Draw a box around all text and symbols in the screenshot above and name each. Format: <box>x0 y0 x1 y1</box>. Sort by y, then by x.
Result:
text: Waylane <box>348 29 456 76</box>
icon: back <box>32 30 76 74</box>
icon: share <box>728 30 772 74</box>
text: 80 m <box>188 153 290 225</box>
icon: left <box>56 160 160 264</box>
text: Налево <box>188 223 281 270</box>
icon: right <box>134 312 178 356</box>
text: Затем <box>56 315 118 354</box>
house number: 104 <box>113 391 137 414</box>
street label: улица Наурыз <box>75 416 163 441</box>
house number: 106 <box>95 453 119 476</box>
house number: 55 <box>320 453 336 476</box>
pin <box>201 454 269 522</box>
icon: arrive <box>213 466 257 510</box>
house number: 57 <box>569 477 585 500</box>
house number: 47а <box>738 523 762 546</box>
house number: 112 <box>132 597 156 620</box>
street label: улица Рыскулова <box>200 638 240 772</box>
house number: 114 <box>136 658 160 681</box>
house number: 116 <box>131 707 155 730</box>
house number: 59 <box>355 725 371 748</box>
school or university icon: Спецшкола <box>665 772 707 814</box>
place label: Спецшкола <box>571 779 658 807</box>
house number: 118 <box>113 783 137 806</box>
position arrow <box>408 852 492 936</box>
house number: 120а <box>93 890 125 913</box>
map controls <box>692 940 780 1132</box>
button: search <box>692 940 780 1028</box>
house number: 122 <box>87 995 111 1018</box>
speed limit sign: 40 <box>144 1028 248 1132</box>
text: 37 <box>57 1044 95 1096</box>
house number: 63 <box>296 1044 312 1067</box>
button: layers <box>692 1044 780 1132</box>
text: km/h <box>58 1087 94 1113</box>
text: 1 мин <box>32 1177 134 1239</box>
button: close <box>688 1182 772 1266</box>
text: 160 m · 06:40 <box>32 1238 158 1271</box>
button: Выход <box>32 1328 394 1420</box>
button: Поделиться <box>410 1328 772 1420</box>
· · · ·
Instructions to follow.
Reproduce each line above exactly.

Worked solution.
Draw a box around all text and symbols in the screenshot above and name each. Format: <box>x0 y0 x1 y1</box>. Sort by y, then by x.
Result:
text: Waylane <box>348 29 456 76</box>
icon: back <box>32 30 76 74</box>
icon: share <box>728 30 772 74</box>
text: 80 m <box>188 153 290 225</box>
icon: left <box>56 160 160 264</box>
text: Налево <box>188 223 281 270</box>
icon: right <box>134 312 178 356</box>
text: Затем <box>56 315 118 354</box>
house number: 104 <box>113 391 137 414</box>
street label: улица Наурыз <box>75 416 163 441</box>
house number: 106 <box>95 453 119 476</box>
house number: 55 <box>320 453 336 476</box>
pin <box>201 454 269 522</box>
icon: arrive <box>213 466 257 510</box>
house number: 57 <box>569 477 585 500</box>
house number: 47а <box>738 523 762 546</box>
house number: 112 <box>132 597 156 620</box>
street label: улица Рыскулова <box>200 638 240 772</box>
house number: 114 <box>136 658 160 681</box>
house number: 116 <box>131 707 155 730</box>
house number: 59 <box>355 725 371 748</box>
school or university icon: Спецшкола <box>665 772 707 814</box>
place label: Спецшкола <box>571 779 658 807</box>
house number: 118 <box>113 783 137 806</box>
position arrow <box>408 852 492 936</box>
house number: 120а <box>93 890 125 913</box>
map controls <box>692 940 780 1132</box>
button: search <box>692 940 780 1028</box>
house number: 122 <box>87 995 111 1018</box>
speed limit sign: 40 <box>144 1028 248 1132</box>
text: 37 <box>57 1044 95 1096</box>
house number: 63 <box>296 1044 312 1067</box>
button: layers <box>692 1044 780 1132</box>
text: km/h <box>58 1087 94 1113</box>
text: 1 мин <box>32 1177 134 1239</box>
button: close <box>688 1182 772 1266</box>
text: 160 m · 06:40 <box>32 1238 158 1271</box>
button: Выход <box>32 1328 394 1420</box>
button: Поделиться <box>410 1328 772 1420</box>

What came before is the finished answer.